By Bill Paterson
Sacramento High boys basketball star Josiah Turner is a natural.
That's what Mom says, that's seconded by Dragons coach Derek Swafford and that's what a lot of folks think who have watched the 6-foot-3 junior point guard play.
What people may not realize is that The Bee's 2009-2010 Boys Basketball Player of the Year also is a voracious worker.
It's a work ethic he seems born with. When he could barely walk, he already was dribbling a basketball.
Turner never seemed to get enough of the game, whether playing against older kids in an Oak Park league or through the years in AAU events in Northern California and beyond.
"I'd take him to the Bay Area a lot because the competition was tougher," said Doris Ward, his mother, and a former Sac High point guard. "He played against kids who were older. They were a lot more physical. It didn't matter. He was like a fish in water."
It's not just about playing, however.
Turner admits to being a workaholic when it comes to hoops.
He's a 6 o'clock regular most mornings at the Mather Gym, getting in 90 minutes of shooting practice before heading off to school. After school it's conditioning and weight lifting. He hopes to add 14 pounds of muscle to his 177-pound frame by the time school gets out.
"Even though he's got it all, he realizes he's got to put in the work," Swafford said.
Says Ward: "Josiah understands that that there is always someone working when you're not."
After leading Sac High to a 26-7 season, it's second consecutive Sac-Joaquin Section D-III championship and a third straight Northern California championship appearance, Turner is ready for more.
He can't wait for the AAU season to begin, even though the highly recruited player said he hasn't picked a team.
He played last season with the Southern California-based Pump 'N Run, which he said wants him back. But the Oakland Soldiers and Los Angeles-based Team Odom, which features good friends Darius Nelson and Ramon Eaton of Sheldon, also are seeking his services.

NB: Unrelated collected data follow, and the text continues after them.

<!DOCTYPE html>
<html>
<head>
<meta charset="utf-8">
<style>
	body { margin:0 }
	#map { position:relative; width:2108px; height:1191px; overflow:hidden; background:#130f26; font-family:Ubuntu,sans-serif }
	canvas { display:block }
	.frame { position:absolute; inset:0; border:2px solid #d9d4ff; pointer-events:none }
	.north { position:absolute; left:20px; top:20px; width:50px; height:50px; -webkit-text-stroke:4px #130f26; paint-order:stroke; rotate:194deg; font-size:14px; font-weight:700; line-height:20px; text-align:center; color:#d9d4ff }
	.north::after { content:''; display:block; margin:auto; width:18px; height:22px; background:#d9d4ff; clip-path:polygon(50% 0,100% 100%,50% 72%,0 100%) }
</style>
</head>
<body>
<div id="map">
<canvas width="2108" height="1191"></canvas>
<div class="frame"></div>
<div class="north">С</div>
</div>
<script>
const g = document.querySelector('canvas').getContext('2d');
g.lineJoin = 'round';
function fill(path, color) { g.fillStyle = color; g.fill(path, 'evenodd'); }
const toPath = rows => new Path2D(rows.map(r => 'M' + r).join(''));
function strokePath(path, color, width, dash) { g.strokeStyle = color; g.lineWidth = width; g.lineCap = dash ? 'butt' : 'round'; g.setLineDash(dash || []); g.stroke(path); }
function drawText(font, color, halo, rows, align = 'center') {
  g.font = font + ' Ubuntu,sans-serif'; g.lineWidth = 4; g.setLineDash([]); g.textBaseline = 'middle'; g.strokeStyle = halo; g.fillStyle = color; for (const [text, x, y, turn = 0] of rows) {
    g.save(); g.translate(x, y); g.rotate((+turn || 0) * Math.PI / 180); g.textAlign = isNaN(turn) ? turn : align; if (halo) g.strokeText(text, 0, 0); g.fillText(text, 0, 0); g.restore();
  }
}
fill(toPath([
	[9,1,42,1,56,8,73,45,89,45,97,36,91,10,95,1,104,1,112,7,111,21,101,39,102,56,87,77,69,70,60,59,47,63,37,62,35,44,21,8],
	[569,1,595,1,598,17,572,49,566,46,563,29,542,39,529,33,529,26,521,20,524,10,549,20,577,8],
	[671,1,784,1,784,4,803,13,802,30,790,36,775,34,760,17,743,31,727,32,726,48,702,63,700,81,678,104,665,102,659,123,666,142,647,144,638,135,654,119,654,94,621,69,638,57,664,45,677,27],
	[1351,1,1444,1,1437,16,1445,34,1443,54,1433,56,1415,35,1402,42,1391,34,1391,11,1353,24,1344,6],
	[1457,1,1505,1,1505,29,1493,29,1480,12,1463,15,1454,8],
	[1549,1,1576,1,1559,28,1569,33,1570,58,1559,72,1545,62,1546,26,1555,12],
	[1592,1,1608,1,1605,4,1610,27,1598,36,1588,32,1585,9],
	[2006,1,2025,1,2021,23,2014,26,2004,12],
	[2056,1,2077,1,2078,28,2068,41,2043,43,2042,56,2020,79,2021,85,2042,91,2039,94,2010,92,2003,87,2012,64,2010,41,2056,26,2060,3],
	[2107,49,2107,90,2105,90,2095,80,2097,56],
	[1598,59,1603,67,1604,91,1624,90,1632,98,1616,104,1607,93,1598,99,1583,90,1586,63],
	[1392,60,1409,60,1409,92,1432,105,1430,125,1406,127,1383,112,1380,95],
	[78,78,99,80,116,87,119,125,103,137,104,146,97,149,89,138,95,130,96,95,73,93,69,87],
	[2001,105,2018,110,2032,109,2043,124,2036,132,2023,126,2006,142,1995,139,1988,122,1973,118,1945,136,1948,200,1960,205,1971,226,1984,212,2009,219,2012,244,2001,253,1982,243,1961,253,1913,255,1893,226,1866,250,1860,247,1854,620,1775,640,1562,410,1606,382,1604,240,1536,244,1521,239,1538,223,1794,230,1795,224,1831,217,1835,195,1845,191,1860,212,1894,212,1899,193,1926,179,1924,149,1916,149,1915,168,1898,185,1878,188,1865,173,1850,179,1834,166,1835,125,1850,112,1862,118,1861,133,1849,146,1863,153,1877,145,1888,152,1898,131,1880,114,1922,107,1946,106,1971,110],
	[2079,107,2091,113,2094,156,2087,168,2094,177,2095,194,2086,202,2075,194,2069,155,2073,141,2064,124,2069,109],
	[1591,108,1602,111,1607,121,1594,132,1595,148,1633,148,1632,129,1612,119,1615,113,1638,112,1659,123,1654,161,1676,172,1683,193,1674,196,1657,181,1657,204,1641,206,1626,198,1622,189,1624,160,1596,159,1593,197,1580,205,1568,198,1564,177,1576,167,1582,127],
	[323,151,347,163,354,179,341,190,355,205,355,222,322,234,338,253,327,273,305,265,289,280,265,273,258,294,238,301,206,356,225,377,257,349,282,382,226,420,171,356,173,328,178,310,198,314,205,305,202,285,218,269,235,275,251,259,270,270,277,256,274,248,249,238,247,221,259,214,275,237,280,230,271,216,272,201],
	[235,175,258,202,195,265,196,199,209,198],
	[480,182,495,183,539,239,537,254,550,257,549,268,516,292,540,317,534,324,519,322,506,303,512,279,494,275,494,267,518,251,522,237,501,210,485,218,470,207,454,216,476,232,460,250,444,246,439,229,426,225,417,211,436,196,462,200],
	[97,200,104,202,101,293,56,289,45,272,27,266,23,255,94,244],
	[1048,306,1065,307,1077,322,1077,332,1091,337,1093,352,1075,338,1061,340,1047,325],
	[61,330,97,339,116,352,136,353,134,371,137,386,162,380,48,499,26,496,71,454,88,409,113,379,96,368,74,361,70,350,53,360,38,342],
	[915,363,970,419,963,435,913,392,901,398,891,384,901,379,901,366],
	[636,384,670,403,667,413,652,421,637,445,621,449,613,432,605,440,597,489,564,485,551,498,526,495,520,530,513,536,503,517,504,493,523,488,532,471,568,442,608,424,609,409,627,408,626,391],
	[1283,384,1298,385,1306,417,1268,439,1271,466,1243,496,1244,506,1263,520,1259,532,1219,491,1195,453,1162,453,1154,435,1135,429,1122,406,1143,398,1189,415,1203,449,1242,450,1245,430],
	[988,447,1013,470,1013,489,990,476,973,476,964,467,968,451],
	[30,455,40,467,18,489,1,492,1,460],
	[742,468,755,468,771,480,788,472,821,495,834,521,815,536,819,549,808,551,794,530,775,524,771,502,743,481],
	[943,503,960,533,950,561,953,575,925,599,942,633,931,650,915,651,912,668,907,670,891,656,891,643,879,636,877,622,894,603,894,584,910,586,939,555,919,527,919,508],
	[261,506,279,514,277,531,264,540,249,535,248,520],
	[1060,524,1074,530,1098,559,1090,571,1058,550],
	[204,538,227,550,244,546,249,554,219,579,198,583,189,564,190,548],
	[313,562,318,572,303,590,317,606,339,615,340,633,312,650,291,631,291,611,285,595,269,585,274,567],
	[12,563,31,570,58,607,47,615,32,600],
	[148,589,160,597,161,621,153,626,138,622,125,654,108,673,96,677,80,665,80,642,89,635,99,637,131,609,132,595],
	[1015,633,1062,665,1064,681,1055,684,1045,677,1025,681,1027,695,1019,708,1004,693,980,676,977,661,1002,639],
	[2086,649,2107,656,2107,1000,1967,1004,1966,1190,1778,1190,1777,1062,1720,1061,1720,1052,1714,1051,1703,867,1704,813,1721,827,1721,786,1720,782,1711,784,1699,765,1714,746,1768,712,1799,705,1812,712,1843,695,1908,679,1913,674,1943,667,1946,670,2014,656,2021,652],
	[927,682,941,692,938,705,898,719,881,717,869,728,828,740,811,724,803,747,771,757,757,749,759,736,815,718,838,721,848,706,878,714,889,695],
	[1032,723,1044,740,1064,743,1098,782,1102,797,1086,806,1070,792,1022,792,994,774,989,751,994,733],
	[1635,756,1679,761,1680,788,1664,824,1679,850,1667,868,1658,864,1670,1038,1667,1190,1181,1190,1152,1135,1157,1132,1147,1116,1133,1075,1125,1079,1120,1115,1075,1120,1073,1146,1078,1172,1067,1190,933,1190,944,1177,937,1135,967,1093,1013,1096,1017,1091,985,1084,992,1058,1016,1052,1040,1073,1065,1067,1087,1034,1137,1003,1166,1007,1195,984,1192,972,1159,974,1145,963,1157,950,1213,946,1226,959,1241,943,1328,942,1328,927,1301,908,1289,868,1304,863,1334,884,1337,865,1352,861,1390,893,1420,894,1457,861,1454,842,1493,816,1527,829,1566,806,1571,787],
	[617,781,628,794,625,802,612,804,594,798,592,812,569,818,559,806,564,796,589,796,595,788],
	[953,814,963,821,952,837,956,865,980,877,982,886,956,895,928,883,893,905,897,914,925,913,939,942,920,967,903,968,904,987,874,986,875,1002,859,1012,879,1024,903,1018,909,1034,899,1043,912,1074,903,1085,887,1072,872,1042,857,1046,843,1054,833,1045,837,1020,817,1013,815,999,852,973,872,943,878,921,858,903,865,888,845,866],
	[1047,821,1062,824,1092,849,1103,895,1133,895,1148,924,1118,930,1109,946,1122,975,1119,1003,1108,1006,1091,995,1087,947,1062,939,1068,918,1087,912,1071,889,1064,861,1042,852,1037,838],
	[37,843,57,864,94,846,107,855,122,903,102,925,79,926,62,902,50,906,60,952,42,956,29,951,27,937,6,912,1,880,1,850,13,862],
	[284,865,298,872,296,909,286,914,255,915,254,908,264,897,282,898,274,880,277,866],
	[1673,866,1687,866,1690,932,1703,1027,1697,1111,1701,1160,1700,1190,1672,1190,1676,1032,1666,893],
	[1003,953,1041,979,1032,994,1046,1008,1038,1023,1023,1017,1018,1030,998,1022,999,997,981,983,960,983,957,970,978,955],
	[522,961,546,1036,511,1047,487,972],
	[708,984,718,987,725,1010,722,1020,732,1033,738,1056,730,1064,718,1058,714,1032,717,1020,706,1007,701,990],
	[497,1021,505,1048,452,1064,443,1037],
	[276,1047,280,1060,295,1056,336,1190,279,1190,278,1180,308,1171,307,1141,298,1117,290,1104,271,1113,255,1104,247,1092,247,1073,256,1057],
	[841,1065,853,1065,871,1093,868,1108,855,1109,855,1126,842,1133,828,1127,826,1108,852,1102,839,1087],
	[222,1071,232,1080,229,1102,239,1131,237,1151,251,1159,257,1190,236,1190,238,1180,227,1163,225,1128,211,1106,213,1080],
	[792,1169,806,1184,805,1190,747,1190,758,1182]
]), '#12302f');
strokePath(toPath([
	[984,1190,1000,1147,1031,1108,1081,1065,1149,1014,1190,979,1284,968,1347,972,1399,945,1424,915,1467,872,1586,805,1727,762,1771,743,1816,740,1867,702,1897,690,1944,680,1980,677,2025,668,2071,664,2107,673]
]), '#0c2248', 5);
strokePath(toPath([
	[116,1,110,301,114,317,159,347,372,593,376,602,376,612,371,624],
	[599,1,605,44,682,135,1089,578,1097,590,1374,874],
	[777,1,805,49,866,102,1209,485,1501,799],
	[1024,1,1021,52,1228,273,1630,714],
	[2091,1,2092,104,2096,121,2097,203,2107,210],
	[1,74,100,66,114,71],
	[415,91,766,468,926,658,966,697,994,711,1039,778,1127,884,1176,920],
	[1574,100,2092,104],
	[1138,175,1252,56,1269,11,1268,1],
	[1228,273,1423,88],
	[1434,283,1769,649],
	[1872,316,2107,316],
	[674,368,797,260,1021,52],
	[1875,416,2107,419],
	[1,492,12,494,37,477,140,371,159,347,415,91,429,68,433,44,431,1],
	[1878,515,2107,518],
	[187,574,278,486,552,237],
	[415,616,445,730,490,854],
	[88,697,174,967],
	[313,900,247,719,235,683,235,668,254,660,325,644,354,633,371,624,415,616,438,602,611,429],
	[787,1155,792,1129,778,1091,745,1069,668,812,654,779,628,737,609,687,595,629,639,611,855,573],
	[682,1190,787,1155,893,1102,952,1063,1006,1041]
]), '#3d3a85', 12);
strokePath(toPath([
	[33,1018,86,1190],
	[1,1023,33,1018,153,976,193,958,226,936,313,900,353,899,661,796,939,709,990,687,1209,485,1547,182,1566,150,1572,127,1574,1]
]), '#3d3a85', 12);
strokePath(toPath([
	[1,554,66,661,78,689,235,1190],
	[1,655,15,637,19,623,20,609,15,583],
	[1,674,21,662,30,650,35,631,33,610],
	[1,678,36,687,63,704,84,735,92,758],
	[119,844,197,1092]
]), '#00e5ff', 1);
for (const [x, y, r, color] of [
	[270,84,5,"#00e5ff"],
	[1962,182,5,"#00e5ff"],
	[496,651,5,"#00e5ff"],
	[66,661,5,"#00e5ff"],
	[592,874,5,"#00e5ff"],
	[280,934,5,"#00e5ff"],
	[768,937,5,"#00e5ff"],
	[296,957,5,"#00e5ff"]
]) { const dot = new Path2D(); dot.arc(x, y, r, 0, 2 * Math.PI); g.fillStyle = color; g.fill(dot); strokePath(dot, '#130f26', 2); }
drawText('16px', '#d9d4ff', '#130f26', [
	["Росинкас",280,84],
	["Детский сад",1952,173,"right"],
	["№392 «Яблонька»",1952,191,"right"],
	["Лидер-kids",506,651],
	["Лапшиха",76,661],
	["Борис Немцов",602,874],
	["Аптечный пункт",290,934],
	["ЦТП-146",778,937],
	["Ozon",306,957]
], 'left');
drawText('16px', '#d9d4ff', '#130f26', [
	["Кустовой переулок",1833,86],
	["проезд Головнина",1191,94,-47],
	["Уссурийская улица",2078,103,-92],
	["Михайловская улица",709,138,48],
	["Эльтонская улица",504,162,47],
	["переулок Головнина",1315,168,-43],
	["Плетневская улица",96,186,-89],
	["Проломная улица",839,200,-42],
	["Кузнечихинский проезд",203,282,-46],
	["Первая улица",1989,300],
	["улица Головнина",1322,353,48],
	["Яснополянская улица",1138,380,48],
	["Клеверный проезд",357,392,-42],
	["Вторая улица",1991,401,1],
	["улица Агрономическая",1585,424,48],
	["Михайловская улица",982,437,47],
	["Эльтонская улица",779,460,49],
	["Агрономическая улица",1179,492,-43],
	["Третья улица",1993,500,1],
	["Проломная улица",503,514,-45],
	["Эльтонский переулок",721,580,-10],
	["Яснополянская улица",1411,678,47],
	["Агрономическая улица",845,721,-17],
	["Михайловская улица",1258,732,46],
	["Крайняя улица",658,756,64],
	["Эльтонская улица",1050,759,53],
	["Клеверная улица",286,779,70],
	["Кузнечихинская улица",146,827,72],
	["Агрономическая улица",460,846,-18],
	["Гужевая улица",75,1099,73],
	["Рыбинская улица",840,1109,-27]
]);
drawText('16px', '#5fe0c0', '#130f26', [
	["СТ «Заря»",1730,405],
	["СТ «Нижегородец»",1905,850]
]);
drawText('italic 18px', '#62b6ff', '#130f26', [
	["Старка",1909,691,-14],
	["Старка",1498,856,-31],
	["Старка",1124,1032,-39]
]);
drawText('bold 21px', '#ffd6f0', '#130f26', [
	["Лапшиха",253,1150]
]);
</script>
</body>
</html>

Swafford hopes Turner doesn't put all his focus into AAU this offseason.
For a player who already has gotten at least 10 college scholarship offers, Turner needs to fine-tune his academic game and help prepare his Sac High teammates for a state title run next season, says Swafford.
"I don't think he has to go all over the country and play all these different people to be seen," Swafford said. "I think the coaches know who Josiah is."
He also hopes Turner will keep an open mind about college as the calls and offers continue to flood in.
"A D-I basketball factory may not be right for him," Swafford said. "Maybe a smaller program, like a St. Mary's, could be a better fit. You want to surround yourself with people who want the best for you, want you to graduate and get that degree. There are too many horror stories.
"I want him to realize success is how you complete yourself, not how people define you."
Turner hasn't indicated a college preference and isn't likely to make up his mind until after the summer, if even then.
He doesn't want to make his earlier misstep of a premature decision. He verbally committed to Arizona State at the end of his freshman year at Cordova, then rescinded that commitment last summer.
"I was flattered at the time they made the offer, but I realized later it was too early," Turner said.
Turner hasn't ruled out attending Arizona State.
But now it's just one school on a list that is growing longer by the day.
Also on the list, according to Turner: Kansas, Georgia Tech, Arizona, Oregon, USC, Florida International, Marquette, Santa Clara and Southern Methodist, where current teammate Travon Abraham is headed.
Pretty heady stuff for the former little guy - "Josiah didn't really start to grow until the eighth grade," Ward says.
Back in the day, little Josiah would encounter some of his toughest battles against older sister Quanisha, the ex-pitbull of a point guard for Sac High, now playing at Chico State.
"Back then I'd tell Josiah if he could get around her, he could get around anybody in the city," Ward said.